I’ve often joked about how many times I’ve been kissed and lied to. Here are a few of the better ones by approximate order of appearance:

  • The so ’50s, ‘You’re lazy, stupid, and worthless’ accusation (parents)
  • The so ’60s, ‘You’re never going to amount to anything’ accusation (family, community)
  • ’60’s- ’70s, ‘Drugs will set you free’ conjecture (dead friends, culture)
  • Your friends will come and go but your family is there forever (family)
  • More counterculture hogwash, Poverty was liberating (culture)
  • To be a professional you need to be a doctor, lawyer or dentist (student counselors) Major uninformed A-holes.
  • Rock and roll was going to change the world (culture)
  • The Vietnam War was all about democracy – “Sometimes you have to destroy a village [physically] to save it [morally]” (General Westmoreland)
  • [Politely paraphrased] ‘I am going to be more successful than you’ (D. Kuthy, D. Gaye)
  • Chief engineer [1979] told me, ‘You don’t need an engineering degree to succeed’ – he liked my work and he liked me just where I was; working for him (M. Butler)
  • A senior Intel manager told me at the last minute [as an explanation for withdrawing his support during one of my most major project rollouts to date], “I can’t support you because you’re going to fail” (A. Rodriguez)
  • ‘Finish up the Asian WAN rollout and I’ll get you that promotion’ (B. Licht)
  • ‘We are going to appeal [secretly knowing full well at that moment that all future appeals had been denied in the first ruling]…so you’ll get your $40K’ [in back pay, plus a bonus for all your hard work] (TecSec)

All lies.

PS – The best revenge is a thoughtful and meditative life well lived.
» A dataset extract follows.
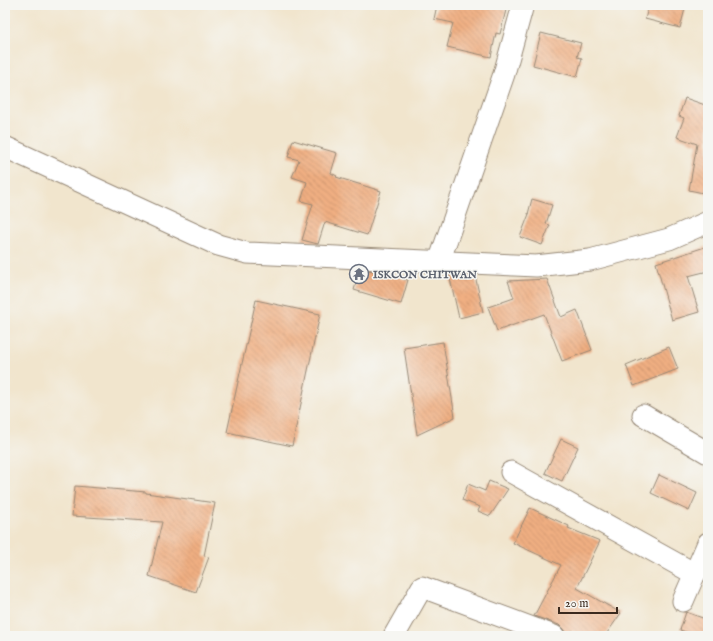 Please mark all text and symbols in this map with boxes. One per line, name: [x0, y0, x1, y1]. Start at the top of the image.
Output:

  1. ‘Lazy, stupid, and worthless’ was a typical lower-class putdown from that era.
  2. Ditto, ‘You’re never going to amount to anything’.
  3. Drugs. Smart? Cool? I’ve got lots of dead childhood friends to suggest otherwise.
  4. Yeah, Ma. In a good way or a bad way?
  5. Poverty as sold by writer’s and musicians of that era was just so much romanticized poppycock. John Lennon bought a Ferrari in ’66 although he didn’t publicly talk about it at the time. ‘I’ve got you babe’. And you all sure did.
  6. Rock and Roll was always about the money.
  7. I was marginally draft age at the time but I think Westmoreland’s quote pretty much sums up the idiocy of Vietnam.
  8. D. Kuthy, one of my early college peers is now a bankrupt attorney. D. Gaye, shortly after having made a putdown of such monstrous proportions – like you’re a loser and I am going to be rich  – and said that to my face mind you. I didn’t even break a smile when shortly thereafter he lost his entire real estate empire.
  9. 3 years later upon getting my BSEE, M. Butler and ended up working as peers on a project together. He certainly didn’t like that.
  10. The project was a tremendous success although Rodriguez later tried to save face by shitting all over my accomplishment by telling everyone ‘He was lucky’. Less than a year after that incident, A. Rodriguez was let go from Intel. In Intel speak, ‘sent down to the redeployment pool’, aka cut loose. I can only conjecture that his bosses weren’t all that impressed with his management skills. I however stuck it out another 6 years at Intel before I resigned.
  11. B. Licht, just like A. Rodriguez and so many other managers were operationally speaking, first and foremost political opportunists. This kind of explains why I don’t – as a general rule – like managers. I personally never wanted to be a manager of people because at heart, I am not a political animal. (I did manage projects though…)
  12. TecSec. Seriously duplicitous lying f**ks. Still owe me $40K. That’s forty-thousand US dollars.